The line containing "0 #868278) drop-shadow(-1px" marks the end; write out exactly every line from the start of the data up to and including it, without the pictures.

==== MATERIAL FOR THE TASK

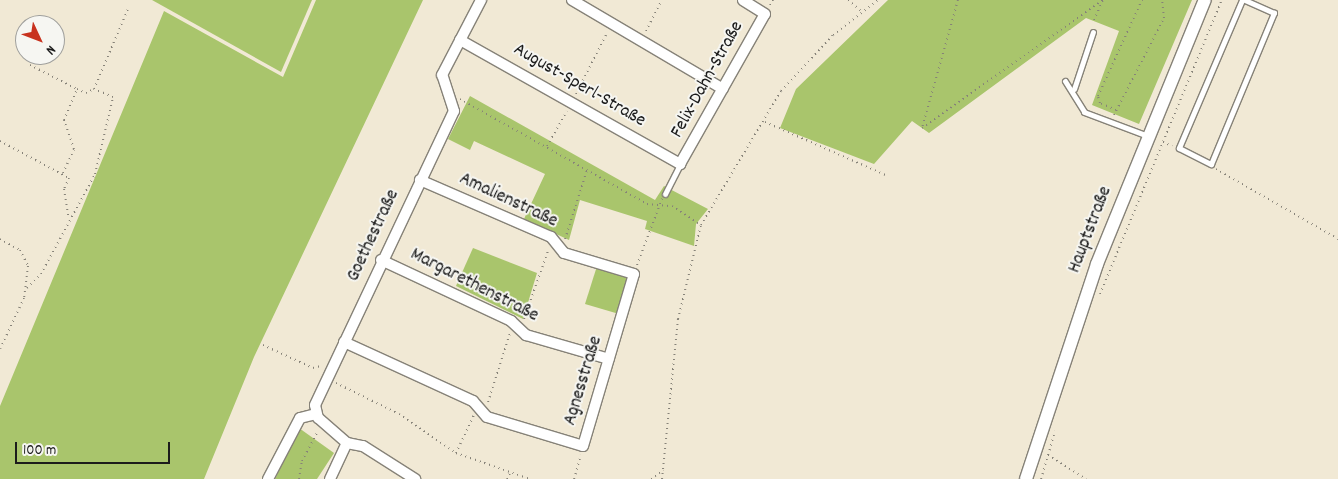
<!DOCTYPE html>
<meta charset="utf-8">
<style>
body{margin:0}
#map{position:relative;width:1338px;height:479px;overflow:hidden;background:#f1e9d5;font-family:Dekko,sans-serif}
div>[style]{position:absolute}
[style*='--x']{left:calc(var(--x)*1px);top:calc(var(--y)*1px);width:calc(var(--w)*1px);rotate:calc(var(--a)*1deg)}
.green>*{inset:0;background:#a9c56c}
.path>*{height:2px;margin-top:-1px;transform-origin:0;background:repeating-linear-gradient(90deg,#868278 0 1px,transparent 0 5px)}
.roads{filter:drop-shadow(1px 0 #868278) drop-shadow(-1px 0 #868278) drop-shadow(0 1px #868278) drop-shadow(0 -1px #868278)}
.service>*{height:5px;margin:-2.5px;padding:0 2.5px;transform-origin:2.5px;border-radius:2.5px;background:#fff}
.minor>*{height:10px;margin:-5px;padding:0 5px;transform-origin:5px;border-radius:5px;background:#fff}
.tertiary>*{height:12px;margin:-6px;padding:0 6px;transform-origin:6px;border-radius:6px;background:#fff}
span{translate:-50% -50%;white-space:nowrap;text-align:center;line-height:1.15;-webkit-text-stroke:4px #f6f6f2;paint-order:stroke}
.street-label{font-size:19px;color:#1c1c1c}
.north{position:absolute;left:15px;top:15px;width:50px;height:50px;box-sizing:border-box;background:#f6f6f2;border:1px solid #9f9f9c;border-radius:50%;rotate:133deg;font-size:14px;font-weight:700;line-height:20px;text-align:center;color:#1c1c1c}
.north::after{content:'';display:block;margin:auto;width:18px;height:22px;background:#c8321e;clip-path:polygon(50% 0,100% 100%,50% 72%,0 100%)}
.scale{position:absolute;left:15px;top:442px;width:155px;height:22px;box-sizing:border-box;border:2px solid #1c1c1c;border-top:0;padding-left:6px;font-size:15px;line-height:18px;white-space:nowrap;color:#1c1c1c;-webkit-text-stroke:4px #f6f6f2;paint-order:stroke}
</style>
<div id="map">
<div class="green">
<div style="clip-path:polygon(152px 0,312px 0,281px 72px)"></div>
<div style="clip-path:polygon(316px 0,423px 0,254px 357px,204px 479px,0 479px,0 406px,164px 11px,283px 77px)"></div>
<div style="clip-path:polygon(888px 0,1192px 0,1139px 124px,1092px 105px,1119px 31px,1086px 18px,929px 133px,912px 121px,874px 164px,780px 128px,796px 89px)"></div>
<div style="clip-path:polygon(470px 96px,655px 200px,664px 186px,708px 209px,696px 224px,694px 246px,645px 229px,647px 221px,580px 200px,569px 240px,524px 219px,545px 174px,474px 141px,470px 150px,448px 139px)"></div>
<div style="clip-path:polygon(473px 248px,537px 273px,523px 319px,456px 286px)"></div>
<div style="clip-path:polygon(597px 266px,627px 278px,619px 314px,585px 304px)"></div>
<div style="clip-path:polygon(299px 428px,334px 453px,317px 479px,275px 479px)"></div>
</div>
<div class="path">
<div style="--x:848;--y:0;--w:17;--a:40"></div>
<div style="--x:958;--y:0;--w:133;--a:105.7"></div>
<div style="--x:922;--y:128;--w:222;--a:-35.3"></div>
<div style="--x:770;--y:5;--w:6;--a:-59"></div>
<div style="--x:1094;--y:20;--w:22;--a:-66"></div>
<div style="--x:646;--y:31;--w:35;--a:-63"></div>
<div style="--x:30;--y:65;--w:53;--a:27.1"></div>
<div style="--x:576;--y:94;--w:68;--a:-63.1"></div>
<div style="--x:460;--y:99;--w:214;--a:29.3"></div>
<div style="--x:647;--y:204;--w:25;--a:5"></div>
<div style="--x:672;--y:206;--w:35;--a:33"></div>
<div style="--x:1116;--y:110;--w:17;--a:-156"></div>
<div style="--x:1100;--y:103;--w:7;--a:-106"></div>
<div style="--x:1098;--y:96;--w:106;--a:-65.4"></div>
<div style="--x:1114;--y:115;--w:109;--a:-62.7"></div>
<div style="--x:1164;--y:18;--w:18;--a:-96"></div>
<div style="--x:765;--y:122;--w:132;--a:23.7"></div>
<div style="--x:0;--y:141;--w:78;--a:28.2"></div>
<div style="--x:69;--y:178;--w:12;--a:114"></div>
<div style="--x:64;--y:189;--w:30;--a:81"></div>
<div style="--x:1163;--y:142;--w:10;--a:24"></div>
<div style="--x:547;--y:146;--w:40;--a:-60.3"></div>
<div style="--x:1216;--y:169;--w:141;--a:29.8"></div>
<div style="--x:63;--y:173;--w:26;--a:-65"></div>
<div style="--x:74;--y:149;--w:31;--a:-109"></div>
<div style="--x:64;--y:120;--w:34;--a:-67"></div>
<div style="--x:77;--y:89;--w:10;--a:24"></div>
<div style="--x:86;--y:93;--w:9;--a:-27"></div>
<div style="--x:701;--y:225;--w:156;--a:-59.2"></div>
<div style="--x:781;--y:91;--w:76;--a:-47.1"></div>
<div style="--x:833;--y:35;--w:57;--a:-37.9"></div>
<div style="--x:0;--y:239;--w:23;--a:29"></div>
<div style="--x:20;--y:250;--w:18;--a:63"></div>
<div style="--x:28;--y:266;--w:32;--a:97"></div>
<div style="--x:24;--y:298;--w:56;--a:115.2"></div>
<div style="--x:565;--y:239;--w:72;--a:-72.3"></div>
<div style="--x:637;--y:265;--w:71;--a:-69.3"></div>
<div style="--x:27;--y:288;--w:20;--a:-45"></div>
<div style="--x:41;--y:274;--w:114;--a:-61.6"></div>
<div style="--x:95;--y:174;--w:79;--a:-76.8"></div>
<div style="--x:113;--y:97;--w:21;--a:-157"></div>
<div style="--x:94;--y:89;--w:87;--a:-67"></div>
<div style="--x:1100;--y:294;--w:318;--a:-67.5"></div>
<div style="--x:524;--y:319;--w:72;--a:-70.6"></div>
<div style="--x:263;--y:345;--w:55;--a:24.7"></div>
<div style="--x:313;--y:368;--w:8;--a:-14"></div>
<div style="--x:336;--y:383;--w:70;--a:26.2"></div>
<div style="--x:399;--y:414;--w:69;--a:34.4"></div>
<div style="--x:456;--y:453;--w:78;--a:19.4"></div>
<div style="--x:488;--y:402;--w:72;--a:-72.3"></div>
<div style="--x:456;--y:453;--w:42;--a:-64.7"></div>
<div style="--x:1048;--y:455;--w:45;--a:32.3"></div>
<div style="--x:299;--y:479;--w:18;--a:-81"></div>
<div style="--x:302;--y:461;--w:34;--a:-62"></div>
<div style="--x:507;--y:479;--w:7;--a:-63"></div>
<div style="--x:574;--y:479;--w:25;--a:-74"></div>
<div style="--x:651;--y:479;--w:15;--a:-37"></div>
<div style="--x:662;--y:479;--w:161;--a:-84.3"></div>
<div style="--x:678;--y:319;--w:97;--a:-76.3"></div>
<div style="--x:1041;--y:479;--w:50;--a:-73.7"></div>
</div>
<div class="roads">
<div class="service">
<div style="--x:1242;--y:0;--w:161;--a:113.1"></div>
<div style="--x:1179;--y:148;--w:36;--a:27"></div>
<div style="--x:1211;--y:164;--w:164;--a:-67.4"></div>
<div style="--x:1274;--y:13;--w:32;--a:-156"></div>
<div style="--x:1065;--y:81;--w:36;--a:58"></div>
<div style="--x:1084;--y:112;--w:68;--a:20.6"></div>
<div style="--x:1074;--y:89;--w:60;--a:-71.6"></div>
<div style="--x:665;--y:194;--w:34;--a:-63"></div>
</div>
<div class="minor">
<div style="--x:572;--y:0;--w:175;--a:30.5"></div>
<div style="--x:460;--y:40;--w:253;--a:29.4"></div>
<div style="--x:680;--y:164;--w:172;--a:-60.5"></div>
<div style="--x:765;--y:14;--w:26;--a:-148"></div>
<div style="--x:381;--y:260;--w:144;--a:25.1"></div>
<div style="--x:511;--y:321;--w:21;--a:43"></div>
<div style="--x:526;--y:335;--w:86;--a:16.1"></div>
<div style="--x:344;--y:342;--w:142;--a:24.6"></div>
<div style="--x:473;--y:401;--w:21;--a:49"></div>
<div style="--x:487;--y:417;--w:100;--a:16.8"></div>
<div style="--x:583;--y:446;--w:179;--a:-73.5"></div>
<div style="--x:634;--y:274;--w:73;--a:-163.3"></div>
<div style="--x:564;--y:253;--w:21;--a:-129"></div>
<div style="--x:551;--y:237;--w:143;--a:-156.5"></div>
<div style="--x:347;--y:443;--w:16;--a:11"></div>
<div style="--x:363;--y:446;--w:62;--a:32.4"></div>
<div style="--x:268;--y:479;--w:69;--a:-62.3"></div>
<div style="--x:300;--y:418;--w:16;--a:-14"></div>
<div style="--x:330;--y:479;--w:40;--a:-65"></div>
<div style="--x:347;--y:443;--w:38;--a:-139"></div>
<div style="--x:318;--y:418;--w:13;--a:-103"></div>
<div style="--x:315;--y:405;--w:325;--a:-64.7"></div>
<div style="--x:454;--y:111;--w:38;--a:-108"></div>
<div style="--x:442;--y:75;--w:85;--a:-62.5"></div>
</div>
<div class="tertiary">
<div style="--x:1026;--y:479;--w:226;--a:-71.7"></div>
<div style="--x:1097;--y:264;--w:285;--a:-67.8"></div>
</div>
</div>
<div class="street-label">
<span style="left:708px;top:80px;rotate:-61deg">Felix-Dahn-Straße</span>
<span style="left:579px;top:86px;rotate:30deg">August-Sperl-Straße</span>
<span style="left:508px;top:201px;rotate:25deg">Amalienstraße</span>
<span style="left:1091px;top:230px;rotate:-69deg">Hauptstraße</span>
<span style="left:374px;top:236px;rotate:-65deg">Goethestraße</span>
<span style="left:474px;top:286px;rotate:27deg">Margarethenstraße</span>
<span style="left:584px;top:381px;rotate:-73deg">Agnesstraße</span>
</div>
<div class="north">N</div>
<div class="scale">100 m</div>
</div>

========

RESULT:
<!DOCTYPE html>
<meta charset="utf-8">
<style>
body{margin:0}
#map{position:relative;width:1338px;height:479px;overflow:hidden;background:#f1e9d5;font-family:Dekko,sans-serif}
div>[style]{position:absolute}
[style*='--x']{left:calc(var(--x)*1px);top:calc(var(--y)*1px);width:calc(var(--w)*1px);rotate:calc(var(--a)*1deg)}
.green>*{inset:0;background:#a9c56c}
.path>*{height:2px;margin-top:-1px;transform-origin:0;background:repeating-linear-gradient(90deg,#868278 0 1px,transparent 0 5px)}
.roads{filter:drop-shadow(1px 0 #868278) drop-shadow(-1px 0 #868278) drop-shadow(0 1px #868278) drop-shadow(0 -1px #868278)}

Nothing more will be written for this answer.